TASK STATEMENT. What is needed is an exact copy of all the lines below.

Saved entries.
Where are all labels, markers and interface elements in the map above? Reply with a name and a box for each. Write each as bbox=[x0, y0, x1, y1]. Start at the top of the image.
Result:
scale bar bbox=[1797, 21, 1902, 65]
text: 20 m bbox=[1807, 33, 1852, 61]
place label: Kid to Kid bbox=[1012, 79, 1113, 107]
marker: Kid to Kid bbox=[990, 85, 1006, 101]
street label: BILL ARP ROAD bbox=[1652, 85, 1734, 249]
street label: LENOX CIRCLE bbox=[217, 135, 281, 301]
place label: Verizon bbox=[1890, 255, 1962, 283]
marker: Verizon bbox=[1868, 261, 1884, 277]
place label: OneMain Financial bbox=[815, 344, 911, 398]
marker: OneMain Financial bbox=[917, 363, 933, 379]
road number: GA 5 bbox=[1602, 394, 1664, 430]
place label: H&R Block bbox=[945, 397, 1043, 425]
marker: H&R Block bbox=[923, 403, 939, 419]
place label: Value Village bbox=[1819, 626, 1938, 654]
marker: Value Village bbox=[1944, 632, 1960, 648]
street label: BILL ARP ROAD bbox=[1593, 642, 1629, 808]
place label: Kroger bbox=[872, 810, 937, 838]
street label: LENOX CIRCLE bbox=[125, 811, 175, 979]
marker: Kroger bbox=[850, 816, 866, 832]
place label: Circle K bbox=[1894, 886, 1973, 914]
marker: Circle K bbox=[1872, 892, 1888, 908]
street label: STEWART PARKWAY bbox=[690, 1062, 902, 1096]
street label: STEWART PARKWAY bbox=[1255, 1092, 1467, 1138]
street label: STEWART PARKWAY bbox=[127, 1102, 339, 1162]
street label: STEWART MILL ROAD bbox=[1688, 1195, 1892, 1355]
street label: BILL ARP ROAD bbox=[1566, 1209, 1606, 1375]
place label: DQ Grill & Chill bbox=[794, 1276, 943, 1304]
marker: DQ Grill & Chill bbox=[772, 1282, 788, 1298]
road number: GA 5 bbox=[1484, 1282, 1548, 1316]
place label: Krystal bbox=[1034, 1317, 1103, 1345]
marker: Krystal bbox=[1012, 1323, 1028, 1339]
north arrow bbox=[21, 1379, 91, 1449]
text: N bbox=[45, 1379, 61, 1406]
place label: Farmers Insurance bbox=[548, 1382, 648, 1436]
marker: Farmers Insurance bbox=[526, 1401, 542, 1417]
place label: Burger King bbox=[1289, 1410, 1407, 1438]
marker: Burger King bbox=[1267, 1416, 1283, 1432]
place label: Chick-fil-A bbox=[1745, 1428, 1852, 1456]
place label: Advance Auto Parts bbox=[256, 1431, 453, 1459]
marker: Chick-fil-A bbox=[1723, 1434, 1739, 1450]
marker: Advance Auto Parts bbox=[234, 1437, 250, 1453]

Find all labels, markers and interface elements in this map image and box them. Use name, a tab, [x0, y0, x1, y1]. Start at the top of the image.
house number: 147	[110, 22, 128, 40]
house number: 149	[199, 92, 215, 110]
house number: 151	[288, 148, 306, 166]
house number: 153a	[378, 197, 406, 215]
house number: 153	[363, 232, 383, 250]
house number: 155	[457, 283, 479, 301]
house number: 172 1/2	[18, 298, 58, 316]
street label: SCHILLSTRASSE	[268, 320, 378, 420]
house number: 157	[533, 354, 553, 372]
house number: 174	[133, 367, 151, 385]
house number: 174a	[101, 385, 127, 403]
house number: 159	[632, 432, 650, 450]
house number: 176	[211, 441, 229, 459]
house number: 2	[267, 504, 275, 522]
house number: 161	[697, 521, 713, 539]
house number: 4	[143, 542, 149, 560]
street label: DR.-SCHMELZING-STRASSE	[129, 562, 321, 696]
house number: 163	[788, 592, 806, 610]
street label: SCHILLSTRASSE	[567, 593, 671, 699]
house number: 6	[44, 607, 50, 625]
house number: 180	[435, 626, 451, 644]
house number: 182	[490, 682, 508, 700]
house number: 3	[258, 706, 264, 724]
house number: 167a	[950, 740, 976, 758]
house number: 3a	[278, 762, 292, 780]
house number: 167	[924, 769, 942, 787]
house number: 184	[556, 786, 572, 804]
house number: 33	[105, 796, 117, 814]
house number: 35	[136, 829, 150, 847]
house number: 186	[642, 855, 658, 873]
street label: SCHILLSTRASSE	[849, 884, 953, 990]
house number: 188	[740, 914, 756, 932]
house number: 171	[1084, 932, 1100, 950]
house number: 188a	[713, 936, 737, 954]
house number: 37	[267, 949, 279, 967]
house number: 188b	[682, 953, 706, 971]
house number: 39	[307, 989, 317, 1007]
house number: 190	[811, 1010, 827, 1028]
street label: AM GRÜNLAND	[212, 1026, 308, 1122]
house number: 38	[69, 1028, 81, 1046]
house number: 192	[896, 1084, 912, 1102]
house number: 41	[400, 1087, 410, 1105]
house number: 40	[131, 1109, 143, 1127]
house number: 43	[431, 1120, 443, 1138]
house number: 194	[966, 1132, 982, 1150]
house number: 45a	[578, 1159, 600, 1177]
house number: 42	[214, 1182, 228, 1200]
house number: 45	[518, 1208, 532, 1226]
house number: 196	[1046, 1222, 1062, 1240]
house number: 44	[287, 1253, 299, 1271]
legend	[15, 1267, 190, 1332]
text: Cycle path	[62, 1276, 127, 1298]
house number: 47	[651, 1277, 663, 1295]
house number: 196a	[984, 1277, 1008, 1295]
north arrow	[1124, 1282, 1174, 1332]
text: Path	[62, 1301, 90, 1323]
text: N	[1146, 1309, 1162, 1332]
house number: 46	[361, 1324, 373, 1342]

EXERCISE RESPONSE.
Where are all labels, markers and interface elements in the map above? Reply with a name and a box for each. Write each as bbox=[x0, y0, x1, y1]. Start at the top of the image.
Result:
scale bar bbox=[1797, 21, 1902, 65]
text: 20 m bbox=[1807, 33, 1852, 61]
place label: Kid to Kid bbox=[1012, 79, 1113, 107]
marker: Kid to Kid bbox=[990, 85, 1006, 101]
street label: BILL ARP ROAD bbox=[1652, 85, 1734, 249]
street label: LENOX CIRCLE bbox=[217, 135, 281, 301]
place label: Verizon bbox=[1890, 255, 1962, 283]
marker: Verizon bbox=[1868, 261, 1884, 277]
place label: OneMain Financial bbox=[815, 344, 911, 398]
marker: OneMain Financial bbox=[917, 363, 933, 379]
road number: GA 5 bbox=[1602, 394, 1664, 430]
place label: H&R Block bbox=[945, 397, 1043, 425]
marker: H&R Block bbox=[923, 403, 939, 419]
place label: Value Village bbox=[1819, 626, 1938, 654]
marker: Value Village bbox=[1944, 632, 1960, 648]
street label: BILL ARP ROAD bbox=[1593, 642, 1629, 808]
place label: Kroger bbox=[872, 810, 937, 838]
street label: LENOX CIRCLE bbox=[125, 811, 175, 979]
marker: Kroger bbox=[850, 816, 866, 832]
place label: Circle K bbox=[1894, 886, 1973, 914]
marker: Circle K bbox=[1872, 892, 1888, 908]
street label: STEWART PARKWAY bbox=[690, 1062, 902, 1096]
street label: STEWART PARKWAY bbox=[1255, 1092, 1467, 1138]
street label: STEWART PARKWAY bbox=[127, 1102, 339, 1162]
street label: STEWART MILL ROAD bbox=[1688, 1195, 1892, 1355]
street label: BILL ARP ROAD bbox=[1566, 1209, 1606, 1375]
place label: DQ Grill & Chill bbox=[794, 1276, 943, 1304]
marker: DQ Grill & Chill bbox=[772, 1282, 788, 1298]
road number: GA 5 bbox=[1484, 1282, 1548, 1316]
place label: Krystal bbox=[1034, 1317, 1103, 1345]
marker: Krystal bbox=[1012, 1323, 1028, 1339]
north arrow bbox=[21, 1379, 91, 1449]
text: N bbox=[45, 1379, 61, 1406]
place label: Farmers Insurance bbox=[548, 1382, 648, 1436]
marker: Farmers Insurance bbox=[526, 1401, 542, 1417]
place label: Burger King bbox=[1289, 1410, 1407, 1438]
marker: Burger King bbox=[1267, 1416, 1283, 1432]
place label: Chick-fil-A bbox=[1745, 1428, 1852, 1456]
place label: Advance Auto Parts bbox=[256, 1431, 453, 1459]
marker: Chick-fil-A bbox=[1723, 1434, 1739, 1450]
marker: Advance Auto Parts bbox=[234, 1437, 250, 1453]

Find all labels, markers and interface elements in this map image and box them. Use name, a tab, [x0, y0, x1, y1]. Start at the top of the image.
house number: 147	[110, 22, 128, 40]
house number: 149	[199, 92, 215, 110]
house number: 151	[288, 148, 306, 166]
house number: 153a	[378, 197, 406, 215]
house number: 153	[363, 232, 383, 250]
house number: 155	[457, 283, 479, 301]
house number: 172 1/2	[18, 298, 58, 316]
street label: SCHILLSTRASSE	[268, 320, 378, 420]
house number: 157	[533, 354, 553, 372]
house number: 174	[133, 367, 151, 385]
house number: 174a	[101, 385, 127, 403]
house number: 159	[632, 432, 650, 450]
house number: 176	[211, 441, 229, 459]
house number: 2	[267, 504, 275, 522]
house number: 161	[697, 521, 713, 539]
house number: 4	[143, 542, 149, 560]
street label: DR.-SCHMELZING-STRASSE	[129, 562, 321, 696]
house number: 163	[788, 592, 806, 610]
street label: SCHILLSTRASSE	[567, 593, 671, 699]
house number: 6	[44, 607, 50, 625]
house number: 180	[435, 626, 451, 644]
house number: 182	[490, 682, 508, 700]
house number: 3	[258, 706, 264, 724]
house number: 167a	[950, 740, 976, 758]
house number: 3a	[278, 762, 292, 780]
house number: 167	[924, 769, 942, 787]
house number: 184	[556, 786, 572, 804]
house number: 33	[105, 796, 117, 814]
house number: 35	[136, 829, 150, 847]
house number: 186	[642, 855, 658, 873]
street label: SCHILLSTRASSE	[849, 884, 953, 990]
house number: 188	[740, 914, 756, 932]
house number: 171	[1084, 932, 1100, 950]
house number: 188a	[713, 936, 737, 954]
house number: 37	[267, 949, 279, 967]
house number: 188b	[682, 953, 706, 971]
house number: 39	[307, 989, 317, 1007]
house number: 190	[811, 1010, 827, 1028]
street label: AM GRÜNLAND	[212, 1026, 308, 1122]
house number: 38	[69, 1028, 81, 1046]
house number: 192	[896, 1084, 912, 1102]
house number: 41	[400, 1087, 410, 1105]
house number: 40	[131, 1109, 143, 1127]
house number: 43	[431, 1120, 443, 1138]
house number: 194	[966, 1132, 982, 1150]
house number: 45a	[578, 1159, 600, 1177]
house number: 42	[214, 1182, 228, 1200]
house number: 45	[518, 1208, 532, 1226]
house number: 196	[1046, 1222, 1062, 1240]
house number: 44	[287, 1253, 299, 1271]
legend	[15, 1267, 190, 1332]
text: Cycle path	[62, 1276, 127, 1298]
house number: 47	[651, 1277, 663, 1295]
house number: 196a	[984, 1277, 1008, 1295]
north arrow	[1124, 1282, 1174, 1332]
text: Path	[62, 1301, 90, 1323]
text: N	[1146, 1309, 1162, 1332]
house number: 46	[361, 1324, 373, 1342]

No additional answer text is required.